INSTRUCTIONS TO FOLLOW - In the listing below, start your output at the line with "translate:0 -50%; text-align:left" and end it after the line with "display:flex; align-items:center; gap:8px;", copying every line exactly.

PROVIDED RECORDS -
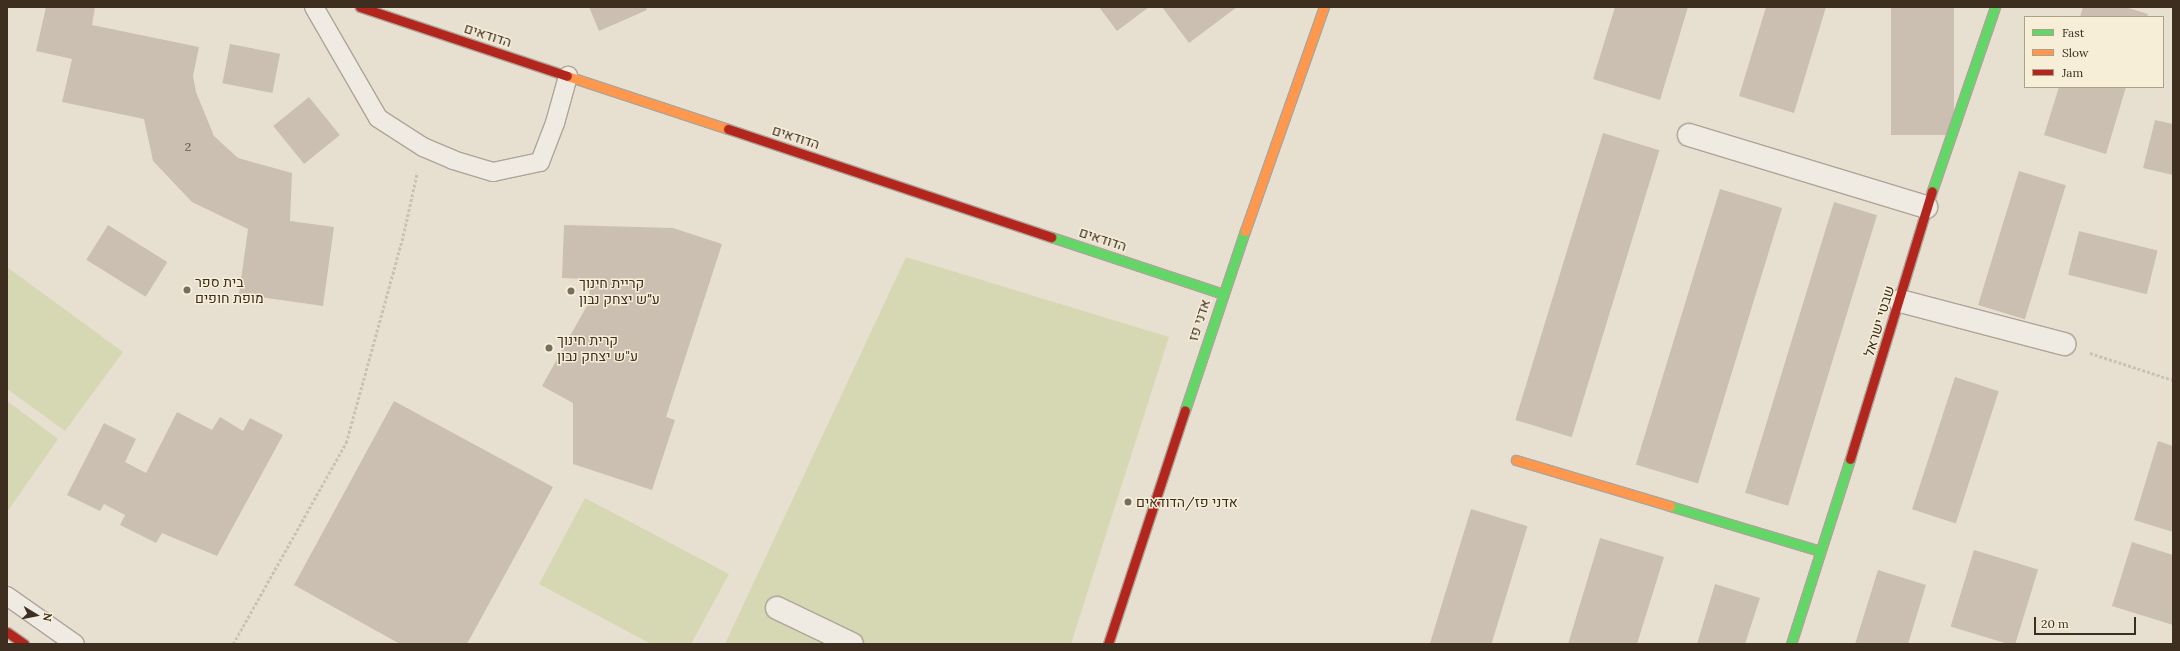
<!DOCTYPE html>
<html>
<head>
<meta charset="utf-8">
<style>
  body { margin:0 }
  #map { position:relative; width:2180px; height:651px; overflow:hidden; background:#e7e0d1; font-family:Lora,Heebo,serif }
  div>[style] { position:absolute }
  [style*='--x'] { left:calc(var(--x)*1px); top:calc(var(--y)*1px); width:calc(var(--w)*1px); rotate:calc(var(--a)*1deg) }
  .green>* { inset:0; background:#d6d7b3 }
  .building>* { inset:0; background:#cbbfb2; transform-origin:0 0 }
  .path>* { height:2.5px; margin-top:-1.25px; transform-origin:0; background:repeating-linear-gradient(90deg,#c8c2b9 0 3px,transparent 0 5px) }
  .roads { filter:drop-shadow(1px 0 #ada599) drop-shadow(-1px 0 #ada599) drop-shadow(0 1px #ada599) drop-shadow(0 -1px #ada599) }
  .lane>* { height:18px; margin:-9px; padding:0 9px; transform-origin:9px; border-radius:9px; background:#efebe3 }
  .street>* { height:22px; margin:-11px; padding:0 11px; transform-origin:11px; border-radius:11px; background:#efebe3 }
  .fast>* { height:9px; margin:-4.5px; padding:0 4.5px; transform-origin:4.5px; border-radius:4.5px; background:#63d668 }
  .slow>* { height:9px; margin:-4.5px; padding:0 4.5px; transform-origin:4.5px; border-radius:4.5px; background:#ff974d }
  .jam>* { height:9px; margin:-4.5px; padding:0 4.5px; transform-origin:4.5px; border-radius:4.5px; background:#b3261e }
  .dots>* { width:11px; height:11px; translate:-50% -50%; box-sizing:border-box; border:2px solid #f7eed8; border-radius:50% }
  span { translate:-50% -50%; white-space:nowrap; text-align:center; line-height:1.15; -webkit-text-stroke:3px #f7eed8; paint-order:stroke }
  .number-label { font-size:12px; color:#605244 }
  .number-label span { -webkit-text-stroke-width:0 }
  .street-label { font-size:14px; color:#3d2e20 }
  .poi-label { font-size:14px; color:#3d2e20 }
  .left { translate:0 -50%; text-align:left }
  .frame { position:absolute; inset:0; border:8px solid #3d2e20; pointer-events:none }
  .legend { position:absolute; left:2024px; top:16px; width:140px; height:72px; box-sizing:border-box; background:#f7eed8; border:1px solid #ada18e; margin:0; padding:5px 7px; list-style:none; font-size:12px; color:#3d2e20 }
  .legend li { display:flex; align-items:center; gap:8px; height:20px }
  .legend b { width:20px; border:1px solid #ada18e }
  .north { position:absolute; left:16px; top:595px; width:40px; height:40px; -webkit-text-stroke:3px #f7eed8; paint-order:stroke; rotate:100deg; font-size:11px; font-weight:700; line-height:16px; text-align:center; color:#3d2e20 }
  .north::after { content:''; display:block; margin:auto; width:14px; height:18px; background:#3d2e20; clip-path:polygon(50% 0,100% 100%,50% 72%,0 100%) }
  .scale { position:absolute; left:2034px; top:617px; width:102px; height:18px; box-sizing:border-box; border:2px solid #3d2e20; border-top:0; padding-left:5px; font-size:12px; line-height:14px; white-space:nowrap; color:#3d2e20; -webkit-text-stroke:3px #f7eed8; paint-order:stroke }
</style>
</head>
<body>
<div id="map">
  <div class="green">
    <i style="clip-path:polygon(906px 257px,1169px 337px,1071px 644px,725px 644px)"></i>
    <i style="clip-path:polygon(7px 267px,123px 352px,65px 431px,7px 389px)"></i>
    <i style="clip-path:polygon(7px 401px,58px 439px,7px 512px)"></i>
    <i style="clip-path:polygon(585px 498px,729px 574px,691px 644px,651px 644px,539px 584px)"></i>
  </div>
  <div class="building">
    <i style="clip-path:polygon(46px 7px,95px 7px,92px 25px,199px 47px,193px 76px,196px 92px,214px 136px,238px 158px,292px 173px,290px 221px,334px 227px,323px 306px,239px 294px,248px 229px,192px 202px,153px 161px,144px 119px,62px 102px,72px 59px,36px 51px)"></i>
    <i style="clip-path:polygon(589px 7px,646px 7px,647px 10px,599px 31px)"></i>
    <i style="clip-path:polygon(1099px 7px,1149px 7px,1117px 31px)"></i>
    <i style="clip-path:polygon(1162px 7px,1237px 7px,1189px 43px)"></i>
    <i style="clip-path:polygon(1615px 7px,1688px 7px,1660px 100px,1593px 79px)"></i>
    <i style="clip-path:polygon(1766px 7px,1826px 7px,1794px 113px,1739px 96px)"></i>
    <i style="left:1891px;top:7px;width:63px;height:128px"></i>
    <i style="clip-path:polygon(2083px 7px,2125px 7px,2148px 14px,2147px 17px,2080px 17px)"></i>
    <i style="left:230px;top:44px;width:51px;height:40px;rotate:11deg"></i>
    <i style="clip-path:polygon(2059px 87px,2126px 87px,2106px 154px,2044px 135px)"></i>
    <i style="left:309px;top:97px;width:49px;height:46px;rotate:51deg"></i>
    <i style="clip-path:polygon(2155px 120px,2173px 124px,2173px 175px,2143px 168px)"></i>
    <i style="left:1603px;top:133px;width:59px;height:300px;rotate:17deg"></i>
    <i style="left:2019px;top:171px;width:49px;height:140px;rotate:17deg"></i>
    <i style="left:1720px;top:189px;width:65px;height:288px;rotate:17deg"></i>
    <i style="left:1834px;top:202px;width:45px;height:304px;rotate:17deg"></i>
    <i style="left:108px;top:225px;width:70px;height:41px;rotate:32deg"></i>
    <i style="clip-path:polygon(564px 225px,673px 228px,722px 244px,666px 417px,675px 420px,652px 490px,573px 464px,573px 403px,542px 386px,589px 302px,590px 279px,562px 278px)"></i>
    <i style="left:2079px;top:231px;width:81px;height:45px;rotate:14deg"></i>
    <i style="left:1955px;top:377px;width:46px;height:139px;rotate:18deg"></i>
    <i style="clip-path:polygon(394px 401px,553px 487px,467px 644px,400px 644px,294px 585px)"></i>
    <i style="clip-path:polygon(177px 412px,212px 430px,220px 417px,243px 431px,250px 418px,283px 435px,217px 556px,162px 533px,156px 543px,120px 525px,125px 515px,104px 504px,100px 511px,67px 495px,104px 423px,136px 439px,125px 462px,146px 473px)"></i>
    <i style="clip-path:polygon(2158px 441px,2173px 446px,2173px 532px,2134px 520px)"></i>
    <i style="left:1471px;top:509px;width:59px;height:141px;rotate:17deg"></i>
    <i style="clip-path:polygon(1600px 538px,1664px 557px,1637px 644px,1568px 644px)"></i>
    <i style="clip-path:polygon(2132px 542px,2173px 555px,2173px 625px,2112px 606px)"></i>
    <i style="left:1974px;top:550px;width:67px;height:80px;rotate:17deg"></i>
    <i style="clip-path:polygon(1878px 570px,1926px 585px,1908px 644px,1855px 644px)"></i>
    <i style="clip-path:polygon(1715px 584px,1760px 598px,1745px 644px,1697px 644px)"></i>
  </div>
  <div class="path">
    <i style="--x:2090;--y:353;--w:87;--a:18"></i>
    <i style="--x:233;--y:644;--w:231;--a:-60.7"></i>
    <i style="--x:346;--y:443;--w:215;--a:-74.6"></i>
    <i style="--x:403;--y:236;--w:65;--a:-77.5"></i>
  </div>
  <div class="roads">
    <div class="lane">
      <i style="--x:314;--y:7;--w:128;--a:60"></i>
      <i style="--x:378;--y:118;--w:54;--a:32.8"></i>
      <i style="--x:423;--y:147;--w:33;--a:23"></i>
      <i style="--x:453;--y:160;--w:42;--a:16.7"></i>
      <i style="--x:493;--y:172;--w:48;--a:-12"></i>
      <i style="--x:540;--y:162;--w:42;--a:-69"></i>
      <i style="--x:555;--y:123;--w:49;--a:-74.5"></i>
      <i style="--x:7;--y:596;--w:83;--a:35.2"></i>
    </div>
    <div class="street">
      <i style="--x:1689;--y:135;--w:248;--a:16.9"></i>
      <i style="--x:1900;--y:301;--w:170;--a:14.7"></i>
      <i style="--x:777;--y:608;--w:83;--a:25.6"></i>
    </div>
    <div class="fast">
      <i style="--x:1932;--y:191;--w:194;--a:-71.1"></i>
      <i style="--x:1051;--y:237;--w:181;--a:18.3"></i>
      <i style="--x:1185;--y:410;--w:189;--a:-71.5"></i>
      <i style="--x:1670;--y:506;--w:157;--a:16.7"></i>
      <i style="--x:1791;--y:644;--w:194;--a:-72.3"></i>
    </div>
    <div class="slow">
      <i style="--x:567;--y:76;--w:169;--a:18.2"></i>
      <i style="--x:1245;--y:231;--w:238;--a:-70.6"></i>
      <i style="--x:1516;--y:460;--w:161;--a:16.6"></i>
    </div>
    <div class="jam">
      <i style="--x:360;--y:7;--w:218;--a:18.4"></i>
      <i style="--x:728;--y:129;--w:341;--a:18.5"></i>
      <i style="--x:1850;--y:459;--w:280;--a:-73"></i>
      <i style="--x:7;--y:632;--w:21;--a:35"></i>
      <i style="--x:1108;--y:644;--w:246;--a:-71.8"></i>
    </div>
  </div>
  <div class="dots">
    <i style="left:187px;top:290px;background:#786c5e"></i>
    <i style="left:571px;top:291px;background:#786c5e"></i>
    <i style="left:549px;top:348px;background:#786c5e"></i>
    <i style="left:1128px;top:502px;background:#786c5e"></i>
  </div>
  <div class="number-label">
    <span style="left:188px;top:147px">2</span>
  </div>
  <div class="street-label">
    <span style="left:488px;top:35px;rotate:18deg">הדודאים</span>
    <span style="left:796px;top:137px;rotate:18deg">הדודאים</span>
    <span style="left:1103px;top:239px;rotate:18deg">הדודאים</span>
    <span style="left:1199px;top:320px;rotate:-72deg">אדני פז</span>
    <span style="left:1879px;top:321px;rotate:-73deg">שבטי ישראל</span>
  </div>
  <div class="poi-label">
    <span class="left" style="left:195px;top:290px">בית ספר<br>מופת חופים</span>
    <span class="left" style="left:579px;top:291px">קריית חינוך<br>ע״ש יצחק נבון</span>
    <span class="left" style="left:557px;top:348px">קרית חינוך<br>ע"ש יצחק נבון</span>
    <span class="left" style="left:1136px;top:502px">אדני פז/הדודאים</span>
  </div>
  <div class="frame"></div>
  <ul class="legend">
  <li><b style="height:5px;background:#63d668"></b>Fast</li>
  <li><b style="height:5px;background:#ff974d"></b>Slow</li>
  <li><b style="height:5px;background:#b3261e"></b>Jam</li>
  </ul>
  <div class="north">N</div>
  <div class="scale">20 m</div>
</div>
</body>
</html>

RESULT FOR THIS EXERCISE -
  .left { translate:0 -50%; text-align:left }
  .frame { position:absolute; inset:0; border:8px solid #3d2e20; pointer-events:none }
  .legend { position:absolute; left:2024px; top:16px; width:140px; height:72px; box-sizing:border-box; background:#f7eed8; border:1px solid #ada18e; margin:0; padding:5px 7px; list-style:none; font-size:12px; color:#3d2e20 }
  .legend li { display:flex; align-items:center; gap:8px; height:20px }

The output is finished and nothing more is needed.